A syrup made from the cannabis-derived compound cannabidiol should be approved for use in the United States to treat childhood seizures, an advisory group to federal regulators said.
If the U.S. Food and Drug Administration follows the recommendation of the FDA panel, GW Pharmaceuticals’ syrup would become the first drug derived from cannabis to win federal approval in the U.S., the Associated Press reported. The drug doesn’t contain THC, the compound in marijuana that produces a “high.”
British drugmaker GW Pharmaceuticals is seeking permission to sell the medication, called Epidiolex, for rare, hard-to-treat seizures in children. FDSA approval would limit the treatment to a small group of epilepsy patients, but doctors would have the option to prescribe it for other uses.

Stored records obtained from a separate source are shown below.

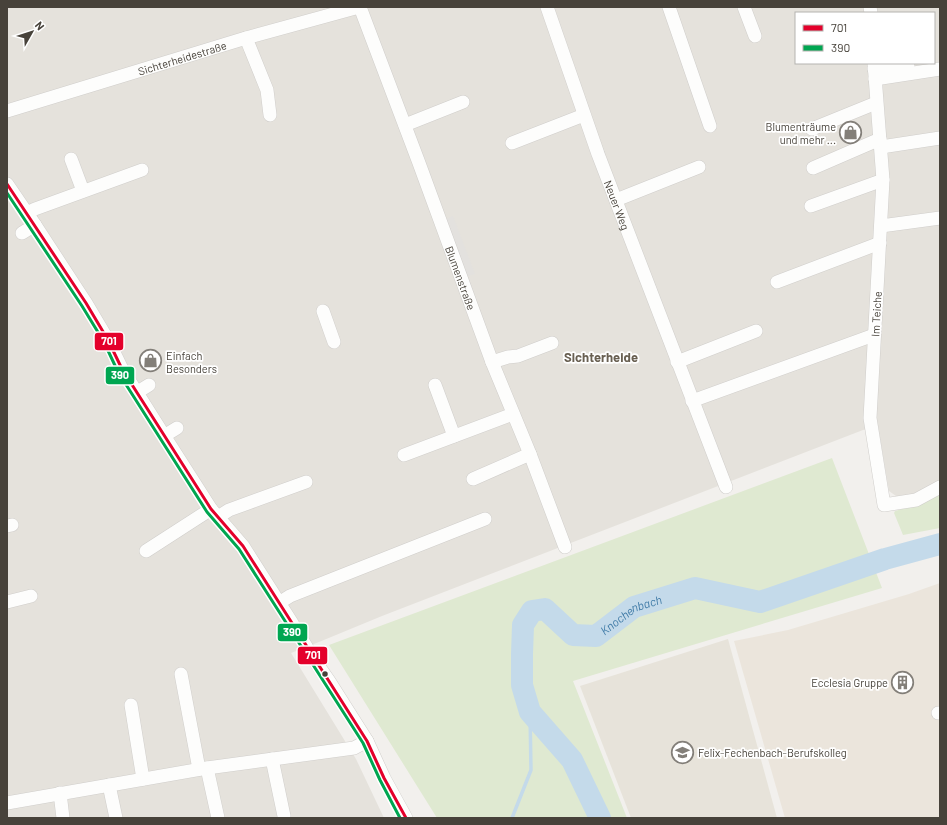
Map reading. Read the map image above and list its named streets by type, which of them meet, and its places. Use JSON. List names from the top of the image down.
{
  "streets": {
    "street": [
      "Sichterheidestraße",
      "Neuer Weg",
      "Blumenstraße",
      "Im Teiche"
    ]
  },
  "crossings": [
    ["Sichterheidestraße", "Blumenstraße"]
  ],
  "districts": ["Sichterheide"],
  "water": ["Knochenbach"],
  "places": {
    "shop": ["Blumenträume und mehr ...", "Einfach Besonders"],
    "building": ["Ecclesia Gruppe"],
    "school or university": ["Felix-Fechenbach-Berufskolleg"]
  },
  "lines": ["transit line 701", "transit line 390"],
  "legend": ["701", "390"],
  "north": "top right"
}
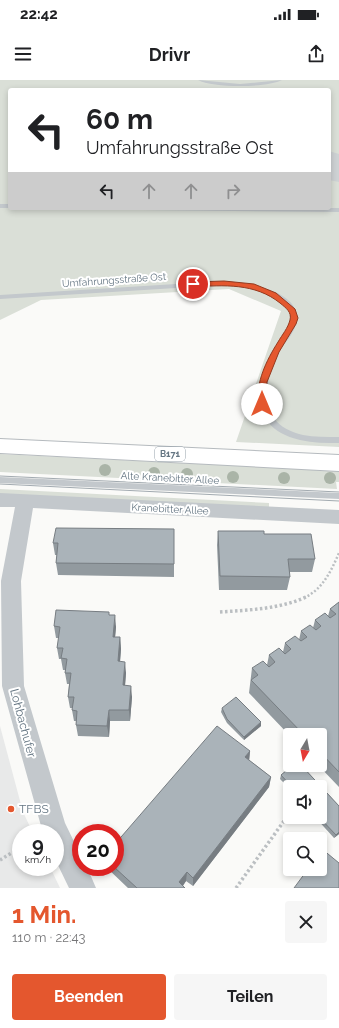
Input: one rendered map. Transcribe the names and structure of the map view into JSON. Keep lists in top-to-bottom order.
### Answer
{
  "streets": {
    "main road": ["B171"],
    "street": ["Kranebitter Allee", "Lohbachufer"],
    "lane": ["Umfahrungsstraße Ost", "Alte Kranebitter Allee"]
  },
  "crossings": [
    ["Kranebitter Allee", "Lohbachufer"]
  ],
  "places": ["TFBS"],
  "north": "bottom",
  "page": {
    "status": "22:42",
    "header": "Drivr",
    "turn": ["60 m", "Umfahrungsstraße Ost"],
    "speed": "9 km/h",
    "limit": "20",
    "heading": ["1 Min.", "110 m · 22:43"],
    "buttons": ["Beenden", "Teilen"]
  }
}
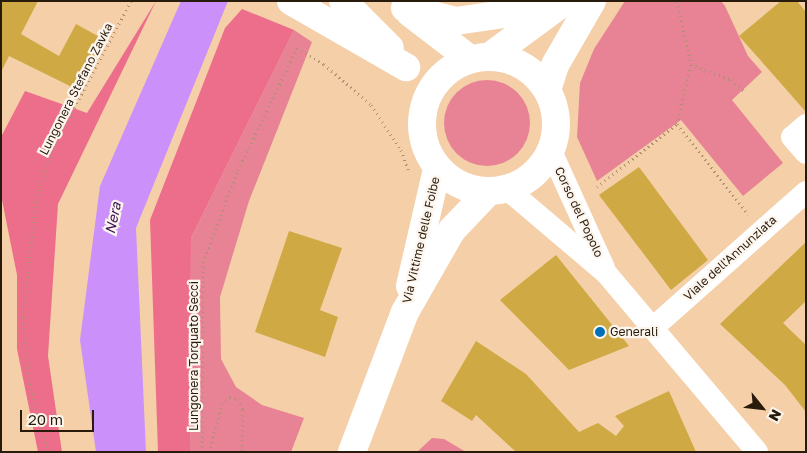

In three studies of the drug, children with two rare types of epilepsy had significantly fewer seizures, the advisory group said. The results were promising, despite a potential for a risk of liver damage.
“This is clearly a breakthrough drug for an awful disease,” panel member Dr. John Mendelson, of the Friends Research Institute in Baltimore, Maryland, told the AP.
The FDA is expected to make a decision by late June.
CBD is the same ingredient that is sold relatively widely around the nation and online in oils as a treatment for a variety of other conditions. The legal status of CBD in states that haven’t legalized medical marijuana, however, falls in a gray area.